Keywords: [ low-rank approximation ] [ numerical linear algebra ] [ Latent Simplex ]

Abstract:
We consider the problem of learning a latent $k$-vertex simplex $K\in\mathbb{R}^d$, given $\mathbf{A}\in\mathbb{R}^{d\times n}$, which can be viewed as $n$ data points that are formed by randomly perturbing some latent points in $K$, possibly beyond $K$. A large class of latent variable models, such as adversarial clustering, mixed membership stochastic block models, and topic models can be cast in this view of learning a latent simplex. Bhattacharyya and Kannan (SODA 2020) give an algorithm for learning such a $k$-vertex latent simplex in time roughly $O(k\cdot\text{nnz}(\mathbf{A}))$, where $\text{nnz}(\mathbf{A})$ is the number of non-zeros in $\mathbf{A}$. We show that the dependence on $k$ in the running time is unnecessary given a natural assumption about the mass of the top $k$ singular values of $\mathbf{A}$, which holds in many of these applications. Further, we show this assumption is necessary, as otherwise an algorithm for learning a latent simplex would imply a better low rank approximation algorithm than what is known.

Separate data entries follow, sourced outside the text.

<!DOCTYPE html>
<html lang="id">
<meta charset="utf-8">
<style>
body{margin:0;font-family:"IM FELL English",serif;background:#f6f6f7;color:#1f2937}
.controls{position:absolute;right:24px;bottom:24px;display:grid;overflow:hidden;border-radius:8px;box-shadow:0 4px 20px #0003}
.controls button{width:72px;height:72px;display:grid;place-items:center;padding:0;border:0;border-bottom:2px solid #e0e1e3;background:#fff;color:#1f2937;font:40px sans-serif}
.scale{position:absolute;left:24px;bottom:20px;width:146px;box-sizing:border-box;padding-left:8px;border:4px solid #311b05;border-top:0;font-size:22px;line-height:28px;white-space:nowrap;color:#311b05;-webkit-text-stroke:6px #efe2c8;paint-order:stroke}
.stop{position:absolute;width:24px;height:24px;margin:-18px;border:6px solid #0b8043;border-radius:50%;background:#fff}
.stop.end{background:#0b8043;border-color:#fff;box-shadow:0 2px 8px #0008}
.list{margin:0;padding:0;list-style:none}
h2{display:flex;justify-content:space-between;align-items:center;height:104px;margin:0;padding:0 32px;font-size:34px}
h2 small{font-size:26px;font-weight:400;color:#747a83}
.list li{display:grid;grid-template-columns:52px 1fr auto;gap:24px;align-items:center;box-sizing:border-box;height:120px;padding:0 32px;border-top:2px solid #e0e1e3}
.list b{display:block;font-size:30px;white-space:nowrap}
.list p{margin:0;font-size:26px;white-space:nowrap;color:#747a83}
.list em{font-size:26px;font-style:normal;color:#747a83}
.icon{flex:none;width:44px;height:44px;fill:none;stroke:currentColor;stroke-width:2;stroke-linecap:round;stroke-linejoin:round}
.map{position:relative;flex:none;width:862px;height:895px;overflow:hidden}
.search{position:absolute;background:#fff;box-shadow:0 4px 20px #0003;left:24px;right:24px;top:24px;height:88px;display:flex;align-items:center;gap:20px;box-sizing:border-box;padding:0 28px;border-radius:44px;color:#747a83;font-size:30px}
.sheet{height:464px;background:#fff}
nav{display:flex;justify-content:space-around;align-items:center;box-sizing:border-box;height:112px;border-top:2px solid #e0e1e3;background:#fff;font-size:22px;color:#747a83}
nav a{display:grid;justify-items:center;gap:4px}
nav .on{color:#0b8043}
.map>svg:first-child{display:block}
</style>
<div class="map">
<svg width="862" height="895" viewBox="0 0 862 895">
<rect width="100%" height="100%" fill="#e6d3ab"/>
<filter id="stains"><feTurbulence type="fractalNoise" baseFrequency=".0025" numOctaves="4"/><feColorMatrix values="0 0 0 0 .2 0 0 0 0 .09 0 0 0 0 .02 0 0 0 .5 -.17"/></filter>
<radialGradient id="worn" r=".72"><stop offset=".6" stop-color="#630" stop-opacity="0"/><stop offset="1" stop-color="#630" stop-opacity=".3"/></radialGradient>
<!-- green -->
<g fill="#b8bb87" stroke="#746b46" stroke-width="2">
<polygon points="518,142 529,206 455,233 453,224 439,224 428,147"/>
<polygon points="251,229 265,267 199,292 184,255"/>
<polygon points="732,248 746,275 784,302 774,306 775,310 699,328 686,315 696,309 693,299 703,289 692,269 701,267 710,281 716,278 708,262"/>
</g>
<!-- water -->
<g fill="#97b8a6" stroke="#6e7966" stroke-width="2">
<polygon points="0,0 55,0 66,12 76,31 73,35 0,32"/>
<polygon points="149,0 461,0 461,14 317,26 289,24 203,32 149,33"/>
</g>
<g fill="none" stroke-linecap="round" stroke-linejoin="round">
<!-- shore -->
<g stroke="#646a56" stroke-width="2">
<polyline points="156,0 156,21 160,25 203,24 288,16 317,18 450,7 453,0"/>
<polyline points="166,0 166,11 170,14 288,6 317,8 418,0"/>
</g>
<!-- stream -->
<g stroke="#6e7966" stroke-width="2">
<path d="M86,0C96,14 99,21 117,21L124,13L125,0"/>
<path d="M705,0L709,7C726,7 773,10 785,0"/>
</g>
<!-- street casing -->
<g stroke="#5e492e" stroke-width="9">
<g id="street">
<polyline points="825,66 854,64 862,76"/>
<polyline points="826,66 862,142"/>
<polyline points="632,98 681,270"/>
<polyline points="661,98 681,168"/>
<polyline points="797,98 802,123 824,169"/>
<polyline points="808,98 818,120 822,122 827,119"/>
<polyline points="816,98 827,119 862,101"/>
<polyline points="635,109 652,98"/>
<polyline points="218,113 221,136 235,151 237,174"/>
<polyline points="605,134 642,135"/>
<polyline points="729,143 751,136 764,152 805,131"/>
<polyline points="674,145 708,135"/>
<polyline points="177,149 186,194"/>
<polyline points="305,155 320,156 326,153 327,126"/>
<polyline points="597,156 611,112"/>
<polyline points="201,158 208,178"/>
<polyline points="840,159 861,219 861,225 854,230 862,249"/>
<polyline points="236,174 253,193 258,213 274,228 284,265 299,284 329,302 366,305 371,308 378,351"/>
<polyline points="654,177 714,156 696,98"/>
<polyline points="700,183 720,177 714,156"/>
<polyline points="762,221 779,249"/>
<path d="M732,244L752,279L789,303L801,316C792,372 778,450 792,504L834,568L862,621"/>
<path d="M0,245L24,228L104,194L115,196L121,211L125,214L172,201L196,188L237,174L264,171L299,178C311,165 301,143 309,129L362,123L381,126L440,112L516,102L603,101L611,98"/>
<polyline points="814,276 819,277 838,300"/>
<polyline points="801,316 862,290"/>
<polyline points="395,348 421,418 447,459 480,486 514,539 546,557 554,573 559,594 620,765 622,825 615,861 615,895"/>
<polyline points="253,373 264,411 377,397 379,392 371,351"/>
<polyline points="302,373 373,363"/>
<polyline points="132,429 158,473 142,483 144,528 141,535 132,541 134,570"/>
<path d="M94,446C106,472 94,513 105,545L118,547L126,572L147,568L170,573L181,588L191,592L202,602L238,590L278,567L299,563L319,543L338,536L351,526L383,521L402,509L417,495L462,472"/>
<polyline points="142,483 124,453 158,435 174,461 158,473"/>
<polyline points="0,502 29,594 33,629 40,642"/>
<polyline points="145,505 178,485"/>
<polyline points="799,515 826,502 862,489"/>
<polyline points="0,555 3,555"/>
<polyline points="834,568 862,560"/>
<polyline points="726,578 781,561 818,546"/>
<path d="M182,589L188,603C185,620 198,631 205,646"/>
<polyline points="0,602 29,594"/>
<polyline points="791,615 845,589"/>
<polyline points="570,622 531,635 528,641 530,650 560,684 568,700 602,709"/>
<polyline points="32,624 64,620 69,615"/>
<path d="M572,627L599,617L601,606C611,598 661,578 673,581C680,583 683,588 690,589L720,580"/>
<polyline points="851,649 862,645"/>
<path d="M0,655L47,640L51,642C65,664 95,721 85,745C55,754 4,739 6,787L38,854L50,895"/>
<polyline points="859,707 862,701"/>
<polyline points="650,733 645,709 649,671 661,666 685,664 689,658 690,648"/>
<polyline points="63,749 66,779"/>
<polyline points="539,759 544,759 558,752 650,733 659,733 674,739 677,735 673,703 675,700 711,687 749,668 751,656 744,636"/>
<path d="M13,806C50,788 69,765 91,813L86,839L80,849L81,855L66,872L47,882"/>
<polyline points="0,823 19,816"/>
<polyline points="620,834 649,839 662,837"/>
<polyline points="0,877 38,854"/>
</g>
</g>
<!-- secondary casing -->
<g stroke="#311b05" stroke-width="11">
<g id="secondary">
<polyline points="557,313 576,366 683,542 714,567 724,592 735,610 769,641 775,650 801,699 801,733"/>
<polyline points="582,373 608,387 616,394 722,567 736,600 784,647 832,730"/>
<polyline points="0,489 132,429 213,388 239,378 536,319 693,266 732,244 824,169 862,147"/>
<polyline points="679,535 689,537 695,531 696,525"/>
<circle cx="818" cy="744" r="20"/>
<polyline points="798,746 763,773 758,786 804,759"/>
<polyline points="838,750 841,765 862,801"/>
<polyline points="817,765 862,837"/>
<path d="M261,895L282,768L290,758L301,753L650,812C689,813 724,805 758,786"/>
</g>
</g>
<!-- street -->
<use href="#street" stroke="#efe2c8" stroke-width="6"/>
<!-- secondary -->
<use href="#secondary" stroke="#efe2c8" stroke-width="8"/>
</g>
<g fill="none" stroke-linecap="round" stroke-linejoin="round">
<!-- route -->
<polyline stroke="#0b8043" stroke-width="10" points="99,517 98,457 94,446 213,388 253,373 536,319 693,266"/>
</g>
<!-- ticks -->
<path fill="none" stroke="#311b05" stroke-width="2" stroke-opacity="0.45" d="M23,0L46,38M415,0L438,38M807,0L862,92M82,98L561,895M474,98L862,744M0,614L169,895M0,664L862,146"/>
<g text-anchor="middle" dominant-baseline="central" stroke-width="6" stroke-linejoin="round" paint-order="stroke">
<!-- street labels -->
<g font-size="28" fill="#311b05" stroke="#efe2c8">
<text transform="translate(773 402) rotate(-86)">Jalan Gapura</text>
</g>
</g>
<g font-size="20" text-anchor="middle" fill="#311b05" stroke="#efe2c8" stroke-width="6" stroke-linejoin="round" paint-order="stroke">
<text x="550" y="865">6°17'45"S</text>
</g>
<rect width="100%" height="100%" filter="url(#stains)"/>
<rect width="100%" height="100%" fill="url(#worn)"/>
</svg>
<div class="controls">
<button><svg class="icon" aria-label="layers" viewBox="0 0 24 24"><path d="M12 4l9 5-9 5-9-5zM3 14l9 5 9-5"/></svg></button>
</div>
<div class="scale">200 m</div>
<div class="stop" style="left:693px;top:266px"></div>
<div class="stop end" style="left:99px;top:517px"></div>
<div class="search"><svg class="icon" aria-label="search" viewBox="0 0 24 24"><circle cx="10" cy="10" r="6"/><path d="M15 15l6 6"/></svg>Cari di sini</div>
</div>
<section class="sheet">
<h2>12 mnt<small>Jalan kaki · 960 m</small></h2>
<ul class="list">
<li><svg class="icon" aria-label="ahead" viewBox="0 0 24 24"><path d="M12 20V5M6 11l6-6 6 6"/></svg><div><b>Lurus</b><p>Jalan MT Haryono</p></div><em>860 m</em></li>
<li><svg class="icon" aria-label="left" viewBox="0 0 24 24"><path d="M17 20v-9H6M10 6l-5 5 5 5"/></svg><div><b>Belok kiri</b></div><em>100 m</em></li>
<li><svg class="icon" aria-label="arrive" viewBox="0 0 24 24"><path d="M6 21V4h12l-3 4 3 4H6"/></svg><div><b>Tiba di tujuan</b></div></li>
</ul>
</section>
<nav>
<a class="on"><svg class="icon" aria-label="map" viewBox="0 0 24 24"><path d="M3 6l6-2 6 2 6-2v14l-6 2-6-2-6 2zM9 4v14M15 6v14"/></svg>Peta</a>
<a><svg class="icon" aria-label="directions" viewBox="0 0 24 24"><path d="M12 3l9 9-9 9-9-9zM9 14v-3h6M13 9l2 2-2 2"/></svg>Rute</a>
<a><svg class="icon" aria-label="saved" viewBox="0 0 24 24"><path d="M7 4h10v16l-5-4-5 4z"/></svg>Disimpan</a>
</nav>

We obtain a spectral low-rank approximation to $\mathbf{A}$ in input-sparsity time and show that the column space thus obtained has small $\sin\Theta$ (angular) distance to the right top-$k$ singular space of $\mathbf{A}$. Our algorithm then selects $k$ points in the low-rank subspace with the largest inner product (in absolute value) with $k$ carefully chosen random vectors. By working in the low-rank subspace, we avoid reading the entire matrix in each iteration and thus circumvent the $\Theta(k\cdot\text{nnz}(\mathbf{A}))$ running time.